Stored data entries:
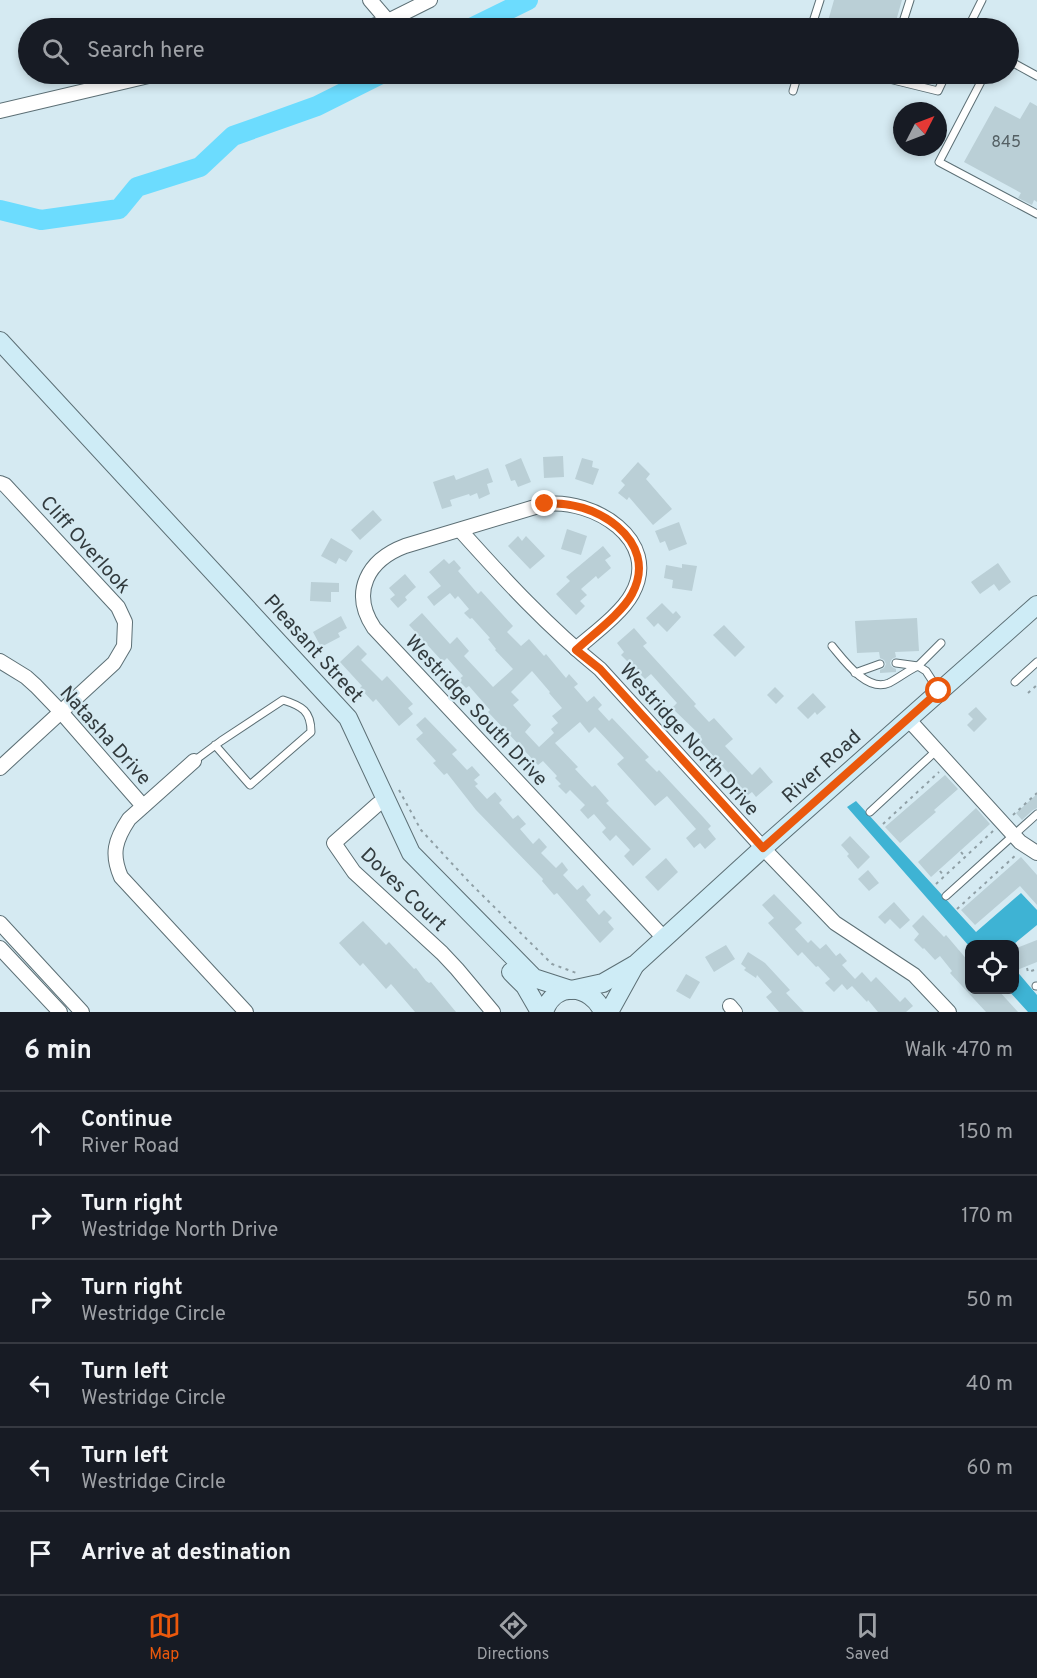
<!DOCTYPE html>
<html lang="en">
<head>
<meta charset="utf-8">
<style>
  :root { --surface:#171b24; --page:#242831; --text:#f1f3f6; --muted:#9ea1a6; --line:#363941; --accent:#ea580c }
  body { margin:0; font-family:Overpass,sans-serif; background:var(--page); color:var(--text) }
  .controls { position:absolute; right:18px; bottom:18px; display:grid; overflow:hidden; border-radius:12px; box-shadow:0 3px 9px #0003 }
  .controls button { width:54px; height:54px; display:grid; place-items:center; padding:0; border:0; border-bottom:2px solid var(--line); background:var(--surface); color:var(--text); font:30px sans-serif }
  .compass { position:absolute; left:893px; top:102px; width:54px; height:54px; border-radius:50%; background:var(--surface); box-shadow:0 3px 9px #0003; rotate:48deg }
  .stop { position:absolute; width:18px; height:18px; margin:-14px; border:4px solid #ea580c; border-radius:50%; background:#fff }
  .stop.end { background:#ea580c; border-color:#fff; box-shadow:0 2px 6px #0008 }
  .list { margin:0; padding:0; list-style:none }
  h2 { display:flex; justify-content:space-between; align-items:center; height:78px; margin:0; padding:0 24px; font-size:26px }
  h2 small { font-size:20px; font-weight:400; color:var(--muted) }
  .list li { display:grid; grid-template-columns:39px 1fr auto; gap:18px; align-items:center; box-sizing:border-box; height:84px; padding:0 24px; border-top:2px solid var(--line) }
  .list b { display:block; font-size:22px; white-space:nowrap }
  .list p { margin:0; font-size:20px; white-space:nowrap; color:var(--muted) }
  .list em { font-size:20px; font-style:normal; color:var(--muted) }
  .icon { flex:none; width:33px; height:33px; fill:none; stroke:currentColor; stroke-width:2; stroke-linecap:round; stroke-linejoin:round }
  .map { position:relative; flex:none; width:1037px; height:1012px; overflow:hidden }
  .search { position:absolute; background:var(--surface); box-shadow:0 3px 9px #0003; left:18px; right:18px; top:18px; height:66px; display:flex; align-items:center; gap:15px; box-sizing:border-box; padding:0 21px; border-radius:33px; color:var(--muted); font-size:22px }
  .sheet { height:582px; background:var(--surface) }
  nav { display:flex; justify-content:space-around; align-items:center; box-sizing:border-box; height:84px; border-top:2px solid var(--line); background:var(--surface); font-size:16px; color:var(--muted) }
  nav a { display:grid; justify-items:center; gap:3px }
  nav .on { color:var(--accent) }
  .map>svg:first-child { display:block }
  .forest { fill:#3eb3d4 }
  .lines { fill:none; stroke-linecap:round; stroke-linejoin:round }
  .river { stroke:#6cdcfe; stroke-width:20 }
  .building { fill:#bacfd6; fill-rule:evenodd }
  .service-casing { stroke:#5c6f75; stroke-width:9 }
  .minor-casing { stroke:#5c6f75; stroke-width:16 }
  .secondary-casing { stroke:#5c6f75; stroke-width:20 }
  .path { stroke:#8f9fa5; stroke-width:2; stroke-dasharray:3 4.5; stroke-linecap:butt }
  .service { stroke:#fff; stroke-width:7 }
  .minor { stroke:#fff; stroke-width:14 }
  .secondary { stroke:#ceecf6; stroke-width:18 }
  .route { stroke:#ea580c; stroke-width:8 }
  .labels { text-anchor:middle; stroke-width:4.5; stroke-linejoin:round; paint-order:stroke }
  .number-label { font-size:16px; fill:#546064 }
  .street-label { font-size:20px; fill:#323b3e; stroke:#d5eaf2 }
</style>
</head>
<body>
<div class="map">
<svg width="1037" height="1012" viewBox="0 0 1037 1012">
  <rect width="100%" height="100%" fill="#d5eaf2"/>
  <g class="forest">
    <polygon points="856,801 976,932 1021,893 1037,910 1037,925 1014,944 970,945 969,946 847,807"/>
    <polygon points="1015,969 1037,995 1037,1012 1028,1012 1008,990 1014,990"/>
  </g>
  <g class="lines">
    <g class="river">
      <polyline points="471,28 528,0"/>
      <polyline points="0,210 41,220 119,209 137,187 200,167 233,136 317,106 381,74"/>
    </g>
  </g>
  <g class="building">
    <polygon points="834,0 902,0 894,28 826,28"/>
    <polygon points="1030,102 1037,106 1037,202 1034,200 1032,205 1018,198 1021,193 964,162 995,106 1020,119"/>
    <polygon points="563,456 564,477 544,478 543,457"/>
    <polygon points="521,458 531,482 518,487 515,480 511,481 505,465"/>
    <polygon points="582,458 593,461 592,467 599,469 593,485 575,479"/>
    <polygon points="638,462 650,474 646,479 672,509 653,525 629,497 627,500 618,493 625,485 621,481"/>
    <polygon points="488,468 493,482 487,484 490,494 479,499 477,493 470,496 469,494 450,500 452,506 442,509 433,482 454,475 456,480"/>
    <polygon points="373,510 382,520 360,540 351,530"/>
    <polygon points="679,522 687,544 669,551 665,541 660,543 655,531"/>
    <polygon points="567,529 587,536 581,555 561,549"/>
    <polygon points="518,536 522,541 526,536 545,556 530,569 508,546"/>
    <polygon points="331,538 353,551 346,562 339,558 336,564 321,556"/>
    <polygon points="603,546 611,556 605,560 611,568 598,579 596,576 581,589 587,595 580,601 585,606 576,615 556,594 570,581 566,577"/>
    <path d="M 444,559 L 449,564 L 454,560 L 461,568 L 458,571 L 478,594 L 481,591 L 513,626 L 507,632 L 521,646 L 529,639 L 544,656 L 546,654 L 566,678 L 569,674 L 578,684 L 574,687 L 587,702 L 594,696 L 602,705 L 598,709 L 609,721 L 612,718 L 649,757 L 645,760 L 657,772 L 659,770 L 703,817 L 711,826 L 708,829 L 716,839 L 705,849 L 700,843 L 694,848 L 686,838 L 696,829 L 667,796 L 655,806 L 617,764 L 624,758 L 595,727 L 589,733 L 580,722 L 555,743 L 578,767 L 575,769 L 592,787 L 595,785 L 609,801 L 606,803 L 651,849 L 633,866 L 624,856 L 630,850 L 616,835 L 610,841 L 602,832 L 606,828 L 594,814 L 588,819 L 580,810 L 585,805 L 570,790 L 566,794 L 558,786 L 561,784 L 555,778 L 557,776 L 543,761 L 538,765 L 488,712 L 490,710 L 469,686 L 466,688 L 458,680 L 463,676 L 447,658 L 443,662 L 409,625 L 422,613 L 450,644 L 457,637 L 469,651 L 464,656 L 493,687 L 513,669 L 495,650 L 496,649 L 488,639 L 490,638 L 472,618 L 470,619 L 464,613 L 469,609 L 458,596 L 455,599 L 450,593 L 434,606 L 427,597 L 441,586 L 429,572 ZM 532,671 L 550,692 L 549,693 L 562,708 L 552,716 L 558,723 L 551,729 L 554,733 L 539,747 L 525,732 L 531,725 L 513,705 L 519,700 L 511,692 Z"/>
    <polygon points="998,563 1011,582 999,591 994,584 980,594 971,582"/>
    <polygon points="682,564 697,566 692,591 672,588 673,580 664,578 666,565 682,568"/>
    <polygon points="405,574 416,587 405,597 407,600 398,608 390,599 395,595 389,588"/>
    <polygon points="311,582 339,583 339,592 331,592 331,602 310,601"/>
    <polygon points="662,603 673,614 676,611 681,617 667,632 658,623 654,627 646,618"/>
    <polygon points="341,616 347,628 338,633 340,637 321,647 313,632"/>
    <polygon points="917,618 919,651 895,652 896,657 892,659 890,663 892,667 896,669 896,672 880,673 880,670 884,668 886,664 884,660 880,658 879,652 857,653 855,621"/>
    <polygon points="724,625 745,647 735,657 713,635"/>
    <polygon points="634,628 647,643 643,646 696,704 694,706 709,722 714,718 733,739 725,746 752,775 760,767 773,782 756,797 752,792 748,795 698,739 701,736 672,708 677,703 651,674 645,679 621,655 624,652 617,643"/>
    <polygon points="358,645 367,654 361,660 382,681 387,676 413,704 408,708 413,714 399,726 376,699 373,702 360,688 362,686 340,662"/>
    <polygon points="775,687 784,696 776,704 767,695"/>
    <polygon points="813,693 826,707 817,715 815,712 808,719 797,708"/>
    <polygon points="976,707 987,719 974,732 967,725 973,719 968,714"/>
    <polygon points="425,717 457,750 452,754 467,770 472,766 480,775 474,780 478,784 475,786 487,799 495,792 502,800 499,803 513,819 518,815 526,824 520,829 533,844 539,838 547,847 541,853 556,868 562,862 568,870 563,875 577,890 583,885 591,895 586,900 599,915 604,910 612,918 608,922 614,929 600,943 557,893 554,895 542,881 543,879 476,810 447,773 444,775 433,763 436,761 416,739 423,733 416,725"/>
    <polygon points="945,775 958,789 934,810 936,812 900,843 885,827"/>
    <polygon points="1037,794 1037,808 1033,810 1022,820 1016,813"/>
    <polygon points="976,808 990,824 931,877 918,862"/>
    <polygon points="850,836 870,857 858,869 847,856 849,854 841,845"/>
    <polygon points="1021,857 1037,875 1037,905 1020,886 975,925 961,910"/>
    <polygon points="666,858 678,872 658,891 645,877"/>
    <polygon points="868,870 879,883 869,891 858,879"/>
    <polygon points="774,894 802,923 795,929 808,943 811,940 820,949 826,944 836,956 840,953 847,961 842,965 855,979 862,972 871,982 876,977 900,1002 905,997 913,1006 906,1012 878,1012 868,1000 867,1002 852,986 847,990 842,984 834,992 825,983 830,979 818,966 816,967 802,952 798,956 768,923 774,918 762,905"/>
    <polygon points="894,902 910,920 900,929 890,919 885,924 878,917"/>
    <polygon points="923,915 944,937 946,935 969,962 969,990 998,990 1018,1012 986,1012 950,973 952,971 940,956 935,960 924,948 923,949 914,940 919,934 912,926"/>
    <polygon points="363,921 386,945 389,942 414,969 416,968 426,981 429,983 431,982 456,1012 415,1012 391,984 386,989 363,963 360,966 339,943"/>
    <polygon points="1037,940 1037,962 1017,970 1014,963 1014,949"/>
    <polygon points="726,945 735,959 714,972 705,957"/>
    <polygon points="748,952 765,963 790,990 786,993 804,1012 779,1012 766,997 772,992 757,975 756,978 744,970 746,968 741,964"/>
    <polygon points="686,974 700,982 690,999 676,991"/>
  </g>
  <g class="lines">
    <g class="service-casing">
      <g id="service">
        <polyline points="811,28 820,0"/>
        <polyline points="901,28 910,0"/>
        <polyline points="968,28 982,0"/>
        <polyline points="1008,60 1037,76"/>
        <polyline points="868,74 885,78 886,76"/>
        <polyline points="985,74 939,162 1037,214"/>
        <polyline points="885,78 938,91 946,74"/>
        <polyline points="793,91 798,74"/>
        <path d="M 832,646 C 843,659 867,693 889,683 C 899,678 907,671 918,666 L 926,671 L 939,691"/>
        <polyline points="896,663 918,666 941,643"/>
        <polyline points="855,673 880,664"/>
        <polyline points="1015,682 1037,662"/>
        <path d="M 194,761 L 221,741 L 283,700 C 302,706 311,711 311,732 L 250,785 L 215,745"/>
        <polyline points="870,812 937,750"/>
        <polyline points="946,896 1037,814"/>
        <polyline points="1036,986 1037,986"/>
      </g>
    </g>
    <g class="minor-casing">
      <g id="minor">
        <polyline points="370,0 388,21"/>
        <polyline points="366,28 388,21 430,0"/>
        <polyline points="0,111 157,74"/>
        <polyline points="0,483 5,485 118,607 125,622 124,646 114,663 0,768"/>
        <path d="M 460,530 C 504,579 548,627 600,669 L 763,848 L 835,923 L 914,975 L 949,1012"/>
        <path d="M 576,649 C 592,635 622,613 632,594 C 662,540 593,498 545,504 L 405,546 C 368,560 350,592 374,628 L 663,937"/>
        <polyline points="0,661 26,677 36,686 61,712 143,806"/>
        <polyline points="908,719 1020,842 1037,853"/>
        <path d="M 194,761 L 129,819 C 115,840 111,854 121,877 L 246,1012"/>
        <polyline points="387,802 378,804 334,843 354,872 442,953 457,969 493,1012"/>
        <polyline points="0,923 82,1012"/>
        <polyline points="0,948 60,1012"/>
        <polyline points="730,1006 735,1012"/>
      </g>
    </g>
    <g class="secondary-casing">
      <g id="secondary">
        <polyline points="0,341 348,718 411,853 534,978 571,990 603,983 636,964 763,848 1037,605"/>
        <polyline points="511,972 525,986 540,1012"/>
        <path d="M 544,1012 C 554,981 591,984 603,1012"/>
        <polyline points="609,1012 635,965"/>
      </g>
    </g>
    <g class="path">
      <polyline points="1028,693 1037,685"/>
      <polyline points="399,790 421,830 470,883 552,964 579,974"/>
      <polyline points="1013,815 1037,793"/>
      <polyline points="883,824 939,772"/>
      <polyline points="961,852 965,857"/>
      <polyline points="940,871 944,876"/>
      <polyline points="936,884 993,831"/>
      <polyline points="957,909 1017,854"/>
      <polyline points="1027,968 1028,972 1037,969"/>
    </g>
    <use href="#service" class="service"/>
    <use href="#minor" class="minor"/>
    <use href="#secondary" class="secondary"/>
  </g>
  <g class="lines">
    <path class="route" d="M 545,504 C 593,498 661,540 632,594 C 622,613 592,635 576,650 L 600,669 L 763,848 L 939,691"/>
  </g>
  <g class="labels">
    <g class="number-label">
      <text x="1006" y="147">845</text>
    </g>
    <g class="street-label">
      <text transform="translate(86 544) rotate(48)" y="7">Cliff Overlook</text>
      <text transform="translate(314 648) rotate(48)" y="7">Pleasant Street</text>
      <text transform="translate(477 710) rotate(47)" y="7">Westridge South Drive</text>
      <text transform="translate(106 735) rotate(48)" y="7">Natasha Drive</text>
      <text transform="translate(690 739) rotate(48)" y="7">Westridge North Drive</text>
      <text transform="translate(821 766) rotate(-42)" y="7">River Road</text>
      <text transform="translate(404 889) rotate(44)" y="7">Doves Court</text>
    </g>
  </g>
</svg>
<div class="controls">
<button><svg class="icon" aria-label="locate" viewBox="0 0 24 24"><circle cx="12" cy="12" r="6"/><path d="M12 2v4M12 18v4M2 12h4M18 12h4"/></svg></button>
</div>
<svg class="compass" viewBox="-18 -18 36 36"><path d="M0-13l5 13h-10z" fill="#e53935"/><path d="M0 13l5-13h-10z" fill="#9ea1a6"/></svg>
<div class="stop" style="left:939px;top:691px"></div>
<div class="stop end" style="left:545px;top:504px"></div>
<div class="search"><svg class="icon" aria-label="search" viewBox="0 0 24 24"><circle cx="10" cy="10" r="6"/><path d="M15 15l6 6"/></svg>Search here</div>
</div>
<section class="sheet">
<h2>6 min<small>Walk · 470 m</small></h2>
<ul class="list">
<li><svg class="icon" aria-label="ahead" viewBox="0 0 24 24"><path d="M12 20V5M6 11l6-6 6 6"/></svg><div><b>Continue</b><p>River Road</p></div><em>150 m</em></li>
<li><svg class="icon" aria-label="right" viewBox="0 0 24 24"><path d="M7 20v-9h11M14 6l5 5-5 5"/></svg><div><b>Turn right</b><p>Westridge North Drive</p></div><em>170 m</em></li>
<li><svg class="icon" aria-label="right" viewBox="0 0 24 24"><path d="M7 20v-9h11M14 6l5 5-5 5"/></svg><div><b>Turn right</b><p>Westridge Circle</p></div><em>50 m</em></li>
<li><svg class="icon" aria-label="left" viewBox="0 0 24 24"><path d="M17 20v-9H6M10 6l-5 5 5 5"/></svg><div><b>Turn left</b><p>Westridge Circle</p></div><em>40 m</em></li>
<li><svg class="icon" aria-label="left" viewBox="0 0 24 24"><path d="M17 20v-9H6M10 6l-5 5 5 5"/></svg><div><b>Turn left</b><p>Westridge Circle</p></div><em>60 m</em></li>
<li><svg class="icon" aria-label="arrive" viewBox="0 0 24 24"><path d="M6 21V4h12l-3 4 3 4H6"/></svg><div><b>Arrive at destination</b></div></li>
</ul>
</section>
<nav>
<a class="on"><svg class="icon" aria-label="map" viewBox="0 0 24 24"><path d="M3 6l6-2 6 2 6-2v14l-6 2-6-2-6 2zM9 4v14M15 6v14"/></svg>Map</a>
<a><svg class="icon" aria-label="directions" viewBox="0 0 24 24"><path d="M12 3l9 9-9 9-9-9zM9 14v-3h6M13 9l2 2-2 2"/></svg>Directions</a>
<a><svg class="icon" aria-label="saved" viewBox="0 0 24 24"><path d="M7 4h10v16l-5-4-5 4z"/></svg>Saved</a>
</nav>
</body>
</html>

## BRIEF
All that is wanted is an exact copy of the lines above from the one with "background:#ea580c; border-color:#fff; box-shadow:0" through the one with "flex:none; width:33px; height:33px;", with both ends included.

## TASK RESPONSE
  .stop.end { background:#ea580c; border-color:#fff; box-shadow:0 2px 6px #0008 }
  .list { margin:0; padding:0; list-style:none }
  h2 { display:flex; justify-content:space-between; align-items:center; height:78px; margin:0; padding:0 24px; font-size:26px }
  h2 small { font-size:20px; font-weight:400; color:var(--muted) }
  .list li { display:grid; grid-template-columns:39px 1fr auto; gap:18px; align-items:center; box-sizing:border-box; height:84px; padding:0 24px; border-top:2px solid var(--line) }
  .list b { display:block; font-size:22px; white-space:nowrap }
  .list p { margin:0; font-size:20px; white-space:nowrap; color:var(--muted) }
  .list em { font-size:20px; font-style:normal; color:var(--muted) }
  .icon { flex:none; width:33px; height:33px; fill:none; stroke:currentColor; stroke-width:2; stroke-linecap:round; stroke-linejoin:round }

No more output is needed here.